* _WHAT TO WORK ON_:
Search the data below, and report every line in which "arrow" occurs.

═══ DATA ═══

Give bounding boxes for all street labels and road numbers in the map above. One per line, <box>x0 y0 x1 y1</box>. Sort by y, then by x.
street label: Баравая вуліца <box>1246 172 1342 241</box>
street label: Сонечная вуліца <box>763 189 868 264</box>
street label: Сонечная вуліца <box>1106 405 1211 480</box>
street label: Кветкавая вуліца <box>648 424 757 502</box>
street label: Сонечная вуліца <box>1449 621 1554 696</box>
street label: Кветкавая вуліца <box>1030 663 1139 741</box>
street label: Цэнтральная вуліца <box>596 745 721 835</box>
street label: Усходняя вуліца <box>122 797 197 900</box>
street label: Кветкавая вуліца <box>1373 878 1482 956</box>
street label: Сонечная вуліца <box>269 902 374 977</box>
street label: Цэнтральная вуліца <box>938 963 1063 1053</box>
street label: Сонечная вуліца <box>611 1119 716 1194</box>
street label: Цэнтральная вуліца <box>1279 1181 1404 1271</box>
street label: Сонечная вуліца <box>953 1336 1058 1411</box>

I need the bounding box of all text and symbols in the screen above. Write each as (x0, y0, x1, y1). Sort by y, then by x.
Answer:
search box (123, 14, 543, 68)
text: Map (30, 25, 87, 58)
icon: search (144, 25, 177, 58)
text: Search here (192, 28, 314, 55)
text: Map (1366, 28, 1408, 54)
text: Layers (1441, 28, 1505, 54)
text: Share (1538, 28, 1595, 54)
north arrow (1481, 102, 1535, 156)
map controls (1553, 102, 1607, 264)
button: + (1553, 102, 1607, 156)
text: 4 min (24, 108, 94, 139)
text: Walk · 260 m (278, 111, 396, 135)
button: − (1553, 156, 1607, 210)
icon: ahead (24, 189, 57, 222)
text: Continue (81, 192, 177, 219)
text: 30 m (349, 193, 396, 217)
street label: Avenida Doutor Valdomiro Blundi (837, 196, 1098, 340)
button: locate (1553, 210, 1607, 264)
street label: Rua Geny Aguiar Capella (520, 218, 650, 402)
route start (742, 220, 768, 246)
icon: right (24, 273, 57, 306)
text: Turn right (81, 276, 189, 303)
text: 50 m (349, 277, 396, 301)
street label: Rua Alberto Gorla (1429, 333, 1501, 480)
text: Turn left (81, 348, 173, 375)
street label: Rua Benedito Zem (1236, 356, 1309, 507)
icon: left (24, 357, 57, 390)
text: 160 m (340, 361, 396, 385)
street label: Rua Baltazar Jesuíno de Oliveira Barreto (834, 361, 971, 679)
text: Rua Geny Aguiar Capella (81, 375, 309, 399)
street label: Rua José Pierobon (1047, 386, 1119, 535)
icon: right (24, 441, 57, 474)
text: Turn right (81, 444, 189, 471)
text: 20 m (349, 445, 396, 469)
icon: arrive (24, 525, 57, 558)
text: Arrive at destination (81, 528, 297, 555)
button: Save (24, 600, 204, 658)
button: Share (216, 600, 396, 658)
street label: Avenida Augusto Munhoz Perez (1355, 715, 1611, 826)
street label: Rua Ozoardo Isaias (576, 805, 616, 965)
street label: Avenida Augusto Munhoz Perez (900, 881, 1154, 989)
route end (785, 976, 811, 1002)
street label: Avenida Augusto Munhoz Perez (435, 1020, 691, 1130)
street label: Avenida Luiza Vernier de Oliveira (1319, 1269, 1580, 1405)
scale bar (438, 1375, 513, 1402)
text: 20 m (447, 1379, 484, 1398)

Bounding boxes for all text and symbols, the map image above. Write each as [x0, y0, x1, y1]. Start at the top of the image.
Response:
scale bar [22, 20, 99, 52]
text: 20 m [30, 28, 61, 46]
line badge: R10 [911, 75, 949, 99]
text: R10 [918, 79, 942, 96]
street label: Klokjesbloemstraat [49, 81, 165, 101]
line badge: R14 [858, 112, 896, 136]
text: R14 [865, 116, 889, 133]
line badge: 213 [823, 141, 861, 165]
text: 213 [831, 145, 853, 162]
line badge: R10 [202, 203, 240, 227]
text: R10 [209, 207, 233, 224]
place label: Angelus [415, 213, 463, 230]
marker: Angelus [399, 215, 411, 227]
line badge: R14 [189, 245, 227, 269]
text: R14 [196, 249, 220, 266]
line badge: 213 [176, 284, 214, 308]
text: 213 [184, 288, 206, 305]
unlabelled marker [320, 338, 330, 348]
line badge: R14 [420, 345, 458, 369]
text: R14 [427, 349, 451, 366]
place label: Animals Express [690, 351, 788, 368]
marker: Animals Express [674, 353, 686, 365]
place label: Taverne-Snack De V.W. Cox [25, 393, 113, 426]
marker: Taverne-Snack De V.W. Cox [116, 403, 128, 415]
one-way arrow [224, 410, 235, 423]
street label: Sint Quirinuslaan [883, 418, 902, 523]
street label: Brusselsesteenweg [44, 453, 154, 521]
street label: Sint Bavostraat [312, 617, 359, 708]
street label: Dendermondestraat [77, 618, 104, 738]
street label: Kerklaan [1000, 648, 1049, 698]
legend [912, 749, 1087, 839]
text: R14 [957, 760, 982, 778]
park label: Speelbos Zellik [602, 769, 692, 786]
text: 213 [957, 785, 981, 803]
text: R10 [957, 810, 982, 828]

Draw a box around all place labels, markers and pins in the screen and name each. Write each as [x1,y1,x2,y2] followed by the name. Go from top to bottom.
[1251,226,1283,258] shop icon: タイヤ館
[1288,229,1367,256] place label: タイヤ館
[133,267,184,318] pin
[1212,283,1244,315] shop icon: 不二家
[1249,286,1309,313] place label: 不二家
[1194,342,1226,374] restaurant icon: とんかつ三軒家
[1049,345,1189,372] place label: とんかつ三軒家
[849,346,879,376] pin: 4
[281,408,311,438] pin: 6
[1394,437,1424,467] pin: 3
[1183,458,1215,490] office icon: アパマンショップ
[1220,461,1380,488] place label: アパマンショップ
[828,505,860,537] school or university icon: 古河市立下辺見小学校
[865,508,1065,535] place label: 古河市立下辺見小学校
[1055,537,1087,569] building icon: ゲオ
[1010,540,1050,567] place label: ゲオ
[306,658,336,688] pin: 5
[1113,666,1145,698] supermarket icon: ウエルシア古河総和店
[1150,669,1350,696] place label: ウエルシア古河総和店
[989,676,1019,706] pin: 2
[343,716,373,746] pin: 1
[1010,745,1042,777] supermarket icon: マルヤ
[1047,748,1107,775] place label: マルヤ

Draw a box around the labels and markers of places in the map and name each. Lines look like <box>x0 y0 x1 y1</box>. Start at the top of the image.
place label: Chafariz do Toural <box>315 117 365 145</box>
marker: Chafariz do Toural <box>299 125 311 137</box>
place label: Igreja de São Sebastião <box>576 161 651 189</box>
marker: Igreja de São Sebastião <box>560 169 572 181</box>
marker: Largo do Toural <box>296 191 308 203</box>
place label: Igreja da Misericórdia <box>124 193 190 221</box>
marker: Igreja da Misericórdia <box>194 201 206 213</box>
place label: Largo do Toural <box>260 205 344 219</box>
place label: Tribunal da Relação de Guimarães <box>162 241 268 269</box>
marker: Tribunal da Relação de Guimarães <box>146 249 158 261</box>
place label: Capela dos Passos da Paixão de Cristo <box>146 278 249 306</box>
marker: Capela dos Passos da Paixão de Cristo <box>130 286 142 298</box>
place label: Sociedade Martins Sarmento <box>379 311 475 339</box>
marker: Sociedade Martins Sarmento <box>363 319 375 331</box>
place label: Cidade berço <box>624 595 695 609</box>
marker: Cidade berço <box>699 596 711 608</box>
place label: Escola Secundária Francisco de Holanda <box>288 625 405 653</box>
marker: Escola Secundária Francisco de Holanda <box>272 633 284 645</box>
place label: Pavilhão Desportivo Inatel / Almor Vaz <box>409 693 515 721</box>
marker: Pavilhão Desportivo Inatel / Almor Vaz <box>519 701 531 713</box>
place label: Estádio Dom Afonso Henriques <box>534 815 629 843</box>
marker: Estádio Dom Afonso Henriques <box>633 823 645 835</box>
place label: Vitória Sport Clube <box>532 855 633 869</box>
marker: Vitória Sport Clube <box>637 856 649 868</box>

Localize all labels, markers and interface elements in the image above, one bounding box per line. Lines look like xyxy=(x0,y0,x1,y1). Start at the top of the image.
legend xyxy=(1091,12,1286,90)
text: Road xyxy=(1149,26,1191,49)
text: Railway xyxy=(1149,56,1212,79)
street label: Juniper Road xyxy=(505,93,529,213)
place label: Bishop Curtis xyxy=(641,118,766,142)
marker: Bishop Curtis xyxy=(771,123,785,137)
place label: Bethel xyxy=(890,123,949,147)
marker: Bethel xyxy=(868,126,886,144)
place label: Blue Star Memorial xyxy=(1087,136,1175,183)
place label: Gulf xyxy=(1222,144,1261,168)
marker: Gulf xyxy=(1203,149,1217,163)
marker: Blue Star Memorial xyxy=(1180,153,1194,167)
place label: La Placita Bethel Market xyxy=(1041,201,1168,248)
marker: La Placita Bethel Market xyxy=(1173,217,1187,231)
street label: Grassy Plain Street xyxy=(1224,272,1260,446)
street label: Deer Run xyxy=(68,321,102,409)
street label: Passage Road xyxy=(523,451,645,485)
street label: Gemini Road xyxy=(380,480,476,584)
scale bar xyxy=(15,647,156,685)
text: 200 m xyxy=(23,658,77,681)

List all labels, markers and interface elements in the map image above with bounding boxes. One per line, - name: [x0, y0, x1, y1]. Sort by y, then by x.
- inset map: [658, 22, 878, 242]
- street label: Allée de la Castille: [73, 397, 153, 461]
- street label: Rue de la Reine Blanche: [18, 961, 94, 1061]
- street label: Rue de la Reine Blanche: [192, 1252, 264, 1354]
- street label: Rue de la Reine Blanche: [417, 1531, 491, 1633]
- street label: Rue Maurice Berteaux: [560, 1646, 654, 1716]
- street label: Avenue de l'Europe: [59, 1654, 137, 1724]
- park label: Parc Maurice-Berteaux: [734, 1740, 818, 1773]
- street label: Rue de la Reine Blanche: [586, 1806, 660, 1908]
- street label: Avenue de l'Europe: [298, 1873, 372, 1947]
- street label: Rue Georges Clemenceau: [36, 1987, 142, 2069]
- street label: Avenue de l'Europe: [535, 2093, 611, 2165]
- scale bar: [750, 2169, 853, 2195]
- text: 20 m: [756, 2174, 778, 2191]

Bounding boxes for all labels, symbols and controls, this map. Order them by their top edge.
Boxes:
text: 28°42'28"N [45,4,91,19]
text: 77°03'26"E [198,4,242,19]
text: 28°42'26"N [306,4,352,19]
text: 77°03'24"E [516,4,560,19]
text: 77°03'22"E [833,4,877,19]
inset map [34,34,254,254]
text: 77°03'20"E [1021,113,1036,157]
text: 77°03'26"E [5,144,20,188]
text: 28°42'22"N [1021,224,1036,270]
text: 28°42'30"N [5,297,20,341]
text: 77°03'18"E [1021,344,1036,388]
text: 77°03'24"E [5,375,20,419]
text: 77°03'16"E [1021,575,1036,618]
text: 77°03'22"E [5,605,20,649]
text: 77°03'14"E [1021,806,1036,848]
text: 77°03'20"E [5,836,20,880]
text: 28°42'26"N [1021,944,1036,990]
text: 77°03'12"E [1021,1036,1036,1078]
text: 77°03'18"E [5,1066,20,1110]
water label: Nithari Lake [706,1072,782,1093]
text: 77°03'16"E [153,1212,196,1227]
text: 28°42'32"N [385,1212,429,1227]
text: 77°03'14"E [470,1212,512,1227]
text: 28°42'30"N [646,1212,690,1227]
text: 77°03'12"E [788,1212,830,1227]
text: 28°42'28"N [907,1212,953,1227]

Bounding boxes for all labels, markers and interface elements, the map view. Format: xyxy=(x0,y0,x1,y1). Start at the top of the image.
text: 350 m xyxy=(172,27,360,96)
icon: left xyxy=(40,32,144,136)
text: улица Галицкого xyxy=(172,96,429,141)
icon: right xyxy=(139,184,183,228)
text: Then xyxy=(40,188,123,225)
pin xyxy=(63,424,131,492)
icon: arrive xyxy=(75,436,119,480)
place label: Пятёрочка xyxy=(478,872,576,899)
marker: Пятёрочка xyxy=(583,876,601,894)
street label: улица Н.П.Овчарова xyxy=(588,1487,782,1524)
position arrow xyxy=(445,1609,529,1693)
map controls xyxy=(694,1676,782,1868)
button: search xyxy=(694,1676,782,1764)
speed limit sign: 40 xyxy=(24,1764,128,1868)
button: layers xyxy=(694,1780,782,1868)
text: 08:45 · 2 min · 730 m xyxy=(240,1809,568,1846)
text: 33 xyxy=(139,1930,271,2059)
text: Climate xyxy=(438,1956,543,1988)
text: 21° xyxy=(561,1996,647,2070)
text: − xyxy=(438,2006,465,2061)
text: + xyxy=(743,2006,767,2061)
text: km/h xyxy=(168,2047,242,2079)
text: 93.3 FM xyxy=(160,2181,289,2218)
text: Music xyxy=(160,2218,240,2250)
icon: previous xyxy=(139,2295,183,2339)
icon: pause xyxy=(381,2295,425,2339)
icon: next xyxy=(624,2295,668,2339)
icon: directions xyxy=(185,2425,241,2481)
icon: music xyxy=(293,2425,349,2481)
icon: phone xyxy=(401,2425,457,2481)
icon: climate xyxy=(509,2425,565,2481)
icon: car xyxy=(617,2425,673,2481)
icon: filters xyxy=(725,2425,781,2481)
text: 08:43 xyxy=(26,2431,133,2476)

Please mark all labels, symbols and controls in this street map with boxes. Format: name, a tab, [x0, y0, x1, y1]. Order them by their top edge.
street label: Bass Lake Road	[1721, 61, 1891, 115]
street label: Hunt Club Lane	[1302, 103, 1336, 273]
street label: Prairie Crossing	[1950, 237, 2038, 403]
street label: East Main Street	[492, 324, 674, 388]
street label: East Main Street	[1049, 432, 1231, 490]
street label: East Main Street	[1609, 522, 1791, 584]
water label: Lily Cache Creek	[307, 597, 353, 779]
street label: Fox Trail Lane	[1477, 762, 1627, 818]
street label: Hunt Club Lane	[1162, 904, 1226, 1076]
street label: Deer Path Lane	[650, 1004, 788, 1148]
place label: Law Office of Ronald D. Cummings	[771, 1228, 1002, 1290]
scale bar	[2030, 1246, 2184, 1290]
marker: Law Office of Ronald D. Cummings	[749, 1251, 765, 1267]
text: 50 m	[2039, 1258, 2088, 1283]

═══

* _RESPONSE AREA_:
north arrow (1481, 102, 1535, 156)
one-way arrow [224, 410, 235, 423]
position arrow xyxy=(445,1609,529,1693)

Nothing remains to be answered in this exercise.